* **RECORDS FOR THE EXERCISE**:
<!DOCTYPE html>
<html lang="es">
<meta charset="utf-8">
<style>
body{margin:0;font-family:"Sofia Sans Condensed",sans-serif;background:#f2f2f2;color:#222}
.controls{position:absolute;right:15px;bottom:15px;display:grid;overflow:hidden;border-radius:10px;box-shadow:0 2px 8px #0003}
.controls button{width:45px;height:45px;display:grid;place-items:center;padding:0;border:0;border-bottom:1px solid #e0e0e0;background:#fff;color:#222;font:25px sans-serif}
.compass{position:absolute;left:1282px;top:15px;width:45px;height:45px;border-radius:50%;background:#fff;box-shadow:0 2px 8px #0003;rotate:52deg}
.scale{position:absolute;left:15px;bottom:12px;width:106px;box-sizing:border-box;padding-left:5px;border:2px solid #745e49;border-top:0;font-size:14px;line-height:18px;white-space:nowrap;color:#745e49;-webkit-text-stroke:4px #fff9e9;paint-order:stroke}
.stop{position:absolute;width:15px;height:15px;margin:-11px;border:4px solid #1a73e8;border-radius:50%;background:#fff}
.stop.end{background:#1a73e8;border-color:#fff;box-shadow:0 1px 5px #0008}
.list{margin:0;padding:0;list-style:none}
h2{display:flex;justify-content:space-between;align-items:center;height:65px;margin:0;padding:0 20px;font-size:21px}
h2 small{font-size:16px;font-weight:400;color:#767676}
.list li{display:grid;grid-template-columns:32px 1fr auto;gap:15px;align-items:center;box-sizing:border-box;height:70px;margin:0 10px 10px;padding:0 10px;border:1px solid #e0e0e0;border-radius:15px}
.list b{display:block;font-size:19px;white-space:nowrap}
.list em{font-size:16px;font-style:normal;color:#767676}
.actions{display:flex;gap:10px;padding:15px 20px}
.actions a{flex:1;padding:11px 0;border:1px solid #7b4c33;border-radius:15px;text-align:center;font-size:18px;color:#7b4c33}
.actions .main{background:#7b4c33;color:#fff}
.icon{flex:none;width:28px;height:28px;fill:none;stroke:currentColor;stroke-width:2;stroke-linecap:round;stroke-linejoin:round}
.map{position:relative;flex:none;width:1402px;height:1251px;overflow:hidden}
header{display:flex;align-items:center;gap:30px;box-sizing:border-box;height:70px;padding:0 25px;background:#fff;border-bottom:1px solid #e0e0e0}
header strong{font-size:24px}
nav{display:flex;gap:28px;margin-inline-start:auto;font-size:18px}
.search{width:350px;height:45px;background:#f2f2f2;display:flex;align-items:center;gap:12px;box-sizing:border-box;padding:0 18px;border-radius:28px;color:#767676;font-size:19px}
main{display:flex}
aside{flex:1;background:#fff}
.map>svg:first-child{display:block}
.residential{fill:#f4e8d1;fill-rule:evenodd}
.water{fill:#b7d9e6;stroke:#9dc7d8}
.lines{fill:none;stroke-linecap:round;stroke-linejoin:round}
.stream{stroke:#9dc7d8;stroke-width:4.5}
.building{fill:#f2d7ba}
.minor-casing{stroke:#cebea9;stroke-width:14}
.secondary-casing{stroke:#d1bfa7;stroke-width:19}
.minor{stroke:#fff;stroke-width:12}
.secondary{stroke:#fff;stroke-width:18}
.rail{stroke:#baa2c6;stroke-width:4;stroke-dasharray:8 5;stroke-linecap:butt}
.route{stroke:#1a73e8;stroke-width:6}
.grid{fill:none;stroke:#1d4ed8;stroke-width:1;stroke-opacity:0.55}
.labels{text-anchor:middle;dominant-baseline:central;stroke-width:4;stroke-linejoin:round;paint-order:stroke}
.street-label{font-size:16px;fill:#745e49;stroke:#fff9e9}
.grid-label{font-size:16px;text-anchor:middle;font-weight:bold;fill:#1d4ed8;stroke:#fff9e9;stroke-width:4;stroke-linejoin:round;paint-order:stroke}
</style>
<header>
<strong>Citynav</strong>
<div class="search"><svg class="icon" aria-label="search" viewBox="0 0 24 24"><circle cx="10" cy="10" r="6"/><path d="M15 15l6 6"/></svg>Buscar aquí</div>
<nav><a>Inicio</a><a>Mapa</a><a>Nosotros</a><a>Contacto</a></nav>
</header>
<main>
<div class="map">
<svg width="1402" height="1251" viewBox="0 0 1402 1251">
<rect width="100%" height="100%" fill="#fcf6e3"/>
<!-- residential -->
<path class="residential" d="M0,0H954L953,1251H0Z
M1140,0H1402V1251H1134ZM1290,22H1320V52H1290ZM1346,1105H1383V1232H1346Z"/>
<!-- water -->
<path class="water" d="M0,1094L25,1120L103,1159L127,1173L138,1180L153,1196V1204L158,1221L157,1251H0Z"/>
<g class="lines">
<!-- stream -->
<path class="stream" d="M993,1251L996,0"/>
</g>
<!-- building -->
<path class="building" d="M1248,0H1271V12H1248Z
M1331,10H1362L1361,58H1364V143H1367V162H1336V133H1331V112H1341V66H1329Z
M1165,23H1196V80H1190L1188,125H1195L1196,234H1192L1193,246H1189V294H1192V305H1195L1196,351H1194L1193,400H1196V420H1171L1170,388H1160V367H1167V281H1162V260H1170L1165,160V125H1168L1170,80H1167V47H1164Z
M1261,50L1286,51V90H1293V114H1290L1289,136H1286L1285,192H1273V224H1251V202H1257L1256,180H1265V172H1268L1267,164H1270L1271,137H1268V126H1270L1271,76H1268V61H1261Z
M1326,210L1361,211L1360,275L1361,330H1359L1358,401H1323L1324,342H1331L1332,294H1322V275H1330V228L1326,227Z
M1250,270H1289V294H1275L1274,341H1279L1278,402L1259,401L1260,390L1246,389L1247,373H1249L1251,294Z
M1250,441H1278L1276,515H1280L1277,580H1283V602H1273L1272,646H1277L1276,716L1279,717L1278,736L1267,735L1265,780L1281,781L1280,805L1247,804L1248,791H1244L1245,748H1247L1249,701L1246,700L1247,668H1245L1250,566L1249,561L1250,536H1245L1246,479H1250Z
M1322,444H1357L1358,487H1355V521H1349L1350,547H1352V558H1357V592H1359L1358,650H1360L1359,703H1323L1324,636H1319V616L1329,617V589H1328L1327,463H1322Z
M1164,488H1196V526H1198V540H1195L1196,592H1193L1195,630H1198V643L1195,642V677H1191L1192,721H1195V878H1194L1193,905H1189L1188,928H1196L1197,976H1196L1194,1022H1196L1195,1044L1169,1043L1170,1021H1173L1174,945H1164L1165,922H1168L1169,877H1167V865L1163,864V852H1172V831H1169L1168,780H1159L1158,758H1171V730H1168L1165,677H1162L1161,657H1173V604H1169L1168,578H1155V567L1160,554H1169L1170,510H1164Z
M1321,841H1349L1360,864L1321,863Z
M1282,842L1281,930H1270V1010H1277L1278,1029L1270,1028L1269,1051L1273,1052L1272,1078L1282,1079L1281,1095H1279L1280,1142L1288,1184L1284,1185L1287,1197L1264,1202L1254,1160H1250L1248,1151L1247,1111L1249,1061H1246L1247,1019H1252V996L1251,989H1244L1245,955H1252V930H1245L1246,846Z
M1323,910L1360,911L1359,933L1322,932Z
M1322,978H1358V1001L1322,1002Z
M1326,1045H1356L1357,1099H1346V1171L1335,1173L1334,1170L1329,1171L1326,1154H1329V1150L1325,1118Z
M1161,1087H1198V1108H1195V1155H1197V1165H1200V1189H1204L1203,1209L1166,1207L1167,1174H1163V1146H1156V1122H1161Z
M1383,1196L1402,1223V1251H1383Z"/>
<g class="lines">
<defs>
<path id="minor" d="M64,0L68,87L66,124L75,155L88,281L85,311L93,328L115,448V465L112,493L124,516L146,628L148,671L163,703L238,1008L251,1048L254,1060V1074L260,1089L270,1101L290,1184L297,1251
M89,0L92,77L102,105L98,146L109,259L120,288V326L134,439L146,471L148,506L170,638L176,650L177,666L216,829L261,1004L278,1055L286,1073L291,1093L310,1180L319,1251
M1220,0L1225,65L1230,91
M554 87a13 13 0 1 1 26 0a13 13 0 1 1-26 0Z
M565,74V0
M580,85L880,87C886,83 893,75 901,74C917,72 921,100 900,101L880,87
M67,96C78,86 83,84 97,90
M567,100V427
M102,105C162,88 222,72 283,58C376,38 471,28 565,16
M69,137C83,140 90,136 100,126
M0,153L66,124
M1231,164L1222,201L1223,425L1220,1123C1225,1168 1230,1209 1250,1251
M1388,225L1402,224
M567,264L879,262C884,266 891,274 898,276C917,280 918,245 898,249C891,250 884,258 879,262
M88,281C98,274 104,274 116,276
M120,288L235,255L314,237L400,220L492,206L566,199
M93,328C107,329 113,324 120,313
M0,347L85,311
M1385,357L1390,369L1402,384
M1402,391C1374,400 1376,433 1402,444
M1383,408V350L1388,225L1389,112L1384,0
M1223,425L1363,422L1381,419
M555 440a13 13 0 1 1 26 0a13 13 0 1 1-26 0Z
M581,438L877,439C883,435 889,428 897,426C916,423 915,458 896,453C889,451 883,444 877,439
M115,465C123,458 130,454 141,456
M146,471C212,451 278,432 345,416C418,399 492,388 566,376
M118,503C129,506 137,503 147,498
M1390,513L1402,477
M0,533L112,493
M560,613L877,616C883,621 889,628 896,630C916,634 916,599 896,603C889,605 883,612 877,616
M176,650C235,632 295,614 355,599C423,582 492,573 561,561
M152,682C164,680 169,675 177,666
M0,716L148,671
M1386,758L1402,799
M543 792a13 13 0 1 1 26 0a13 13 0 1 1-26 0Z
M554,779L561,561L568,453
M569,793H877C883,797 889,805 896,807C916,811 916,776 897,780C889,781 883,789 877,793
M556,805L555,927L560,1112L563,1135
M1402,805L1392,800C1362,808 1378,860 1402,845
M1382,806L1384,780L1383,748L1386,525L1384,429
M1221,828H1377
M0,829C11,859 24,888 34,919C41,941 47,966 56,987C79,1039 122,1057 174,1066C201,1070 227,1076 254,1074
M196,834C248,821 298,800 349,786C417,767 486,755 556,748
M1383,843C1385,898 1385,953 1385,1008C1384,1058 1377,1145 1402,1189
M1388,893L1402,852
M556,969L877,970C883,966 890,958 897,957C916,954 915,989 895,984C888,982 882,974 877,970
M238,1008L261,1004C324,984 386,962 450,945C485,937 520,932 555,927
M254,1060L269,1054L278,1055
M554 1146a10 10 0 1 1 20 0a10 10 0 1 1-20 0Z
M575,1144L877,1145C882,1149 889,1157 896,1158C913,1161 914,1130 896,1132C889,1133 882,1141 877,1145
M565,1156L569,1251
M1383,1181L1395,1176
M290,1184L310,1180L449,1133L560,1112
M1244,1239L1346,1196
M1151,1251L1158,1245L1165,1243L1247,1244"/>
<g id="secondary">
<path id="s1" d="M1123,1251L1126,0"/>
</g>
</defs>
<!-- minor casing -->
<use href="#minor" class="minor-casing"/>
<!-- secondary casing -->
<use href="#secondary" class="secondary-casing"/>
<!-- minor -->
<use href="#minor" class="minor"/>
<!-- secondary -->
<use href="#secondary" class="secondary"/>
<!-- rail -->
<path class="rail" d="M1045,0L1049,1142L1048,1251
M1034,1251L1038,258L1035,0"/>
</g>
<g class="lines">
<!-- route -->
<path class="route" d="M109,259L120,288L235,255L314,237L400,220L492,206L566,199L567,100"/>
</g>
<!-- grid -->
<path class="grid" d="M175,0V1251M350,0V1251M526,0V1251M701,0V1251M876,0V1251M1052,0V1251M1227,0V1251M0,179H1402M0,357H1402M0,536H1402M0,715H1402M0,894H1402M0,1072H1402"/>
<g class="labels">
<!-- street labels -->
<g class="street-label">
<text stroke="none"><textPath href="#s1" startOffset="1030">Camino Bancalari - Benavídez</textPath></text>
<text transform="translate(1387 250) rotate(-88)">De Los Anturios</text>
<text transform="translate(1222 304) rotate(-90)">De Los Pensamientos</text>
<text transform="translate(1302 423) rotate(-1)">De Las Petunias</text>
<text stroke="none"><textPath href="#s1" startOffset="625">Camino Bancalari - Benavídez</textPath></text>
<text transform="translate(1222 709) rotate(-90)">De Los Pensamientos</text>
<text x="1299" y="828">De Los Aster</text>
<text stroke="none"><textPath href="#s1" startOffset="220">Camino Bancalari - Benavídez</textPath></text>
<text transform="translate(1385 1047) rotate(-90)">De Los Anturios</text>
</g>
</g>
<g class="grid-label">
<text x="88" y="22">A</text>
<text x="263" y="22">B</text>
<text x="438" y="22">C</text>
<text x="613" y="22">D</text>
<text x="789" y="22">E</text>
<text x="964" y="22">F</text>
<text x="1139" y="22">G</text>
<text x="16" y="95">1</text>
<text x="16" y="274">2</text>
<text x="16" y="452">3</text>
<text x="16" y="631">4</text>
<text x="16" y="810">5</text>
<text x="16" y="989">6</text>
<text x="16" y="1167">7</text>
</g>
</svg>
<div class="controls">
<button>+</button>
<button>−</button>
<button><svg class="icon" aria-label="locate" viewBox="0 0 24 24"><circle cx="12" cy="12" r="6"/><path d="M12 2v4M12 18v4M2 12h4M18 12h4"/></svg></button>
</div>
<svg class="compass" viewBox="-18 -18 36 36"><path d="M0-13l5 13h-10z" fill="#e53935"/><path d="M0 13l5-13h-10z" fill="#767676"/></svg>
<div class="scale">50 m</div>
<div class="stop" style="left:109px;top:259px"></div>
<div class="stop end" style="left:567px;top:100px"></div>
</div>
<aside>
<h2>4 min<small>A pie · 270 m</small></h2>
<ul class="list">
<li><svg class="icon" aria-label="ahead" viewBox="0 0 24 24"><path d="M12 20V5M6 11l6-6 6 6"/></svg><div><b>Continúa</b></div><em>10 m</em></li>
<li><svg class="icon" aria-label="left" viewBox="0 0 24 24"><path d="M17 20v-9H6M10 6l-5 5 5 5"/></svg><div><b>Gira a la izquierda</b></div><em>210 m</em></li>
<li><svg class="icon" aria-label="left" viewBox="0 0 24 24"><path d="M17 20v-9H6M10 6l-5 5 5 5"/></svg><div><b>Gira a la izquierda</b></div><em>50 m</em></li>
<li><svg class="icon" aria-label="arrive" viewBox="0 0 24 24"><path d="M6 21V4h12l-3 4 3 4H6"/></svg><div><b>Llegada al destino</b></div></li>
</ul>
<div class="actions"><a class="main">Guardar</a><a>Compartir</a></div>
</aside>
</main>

* **PROBLEM TO SOLVE**: Which lines above include the word "white"? Show each one.

* **ANSWER TO THIS PROBLEM**:
.scale{position:absolute;left:15px;bottom:12px;width:106px;box-sizing:border-box;padding-left:5px;border:2px solid #745e49;border-top:0;font-size:14px;line-height:18px;white-space:nowrap;color:#745e49;-webkit-text-stroke:4px #fff9e9;paint-order:stroke}
.list b{display:block;font-size:19px;white-space:nowrap}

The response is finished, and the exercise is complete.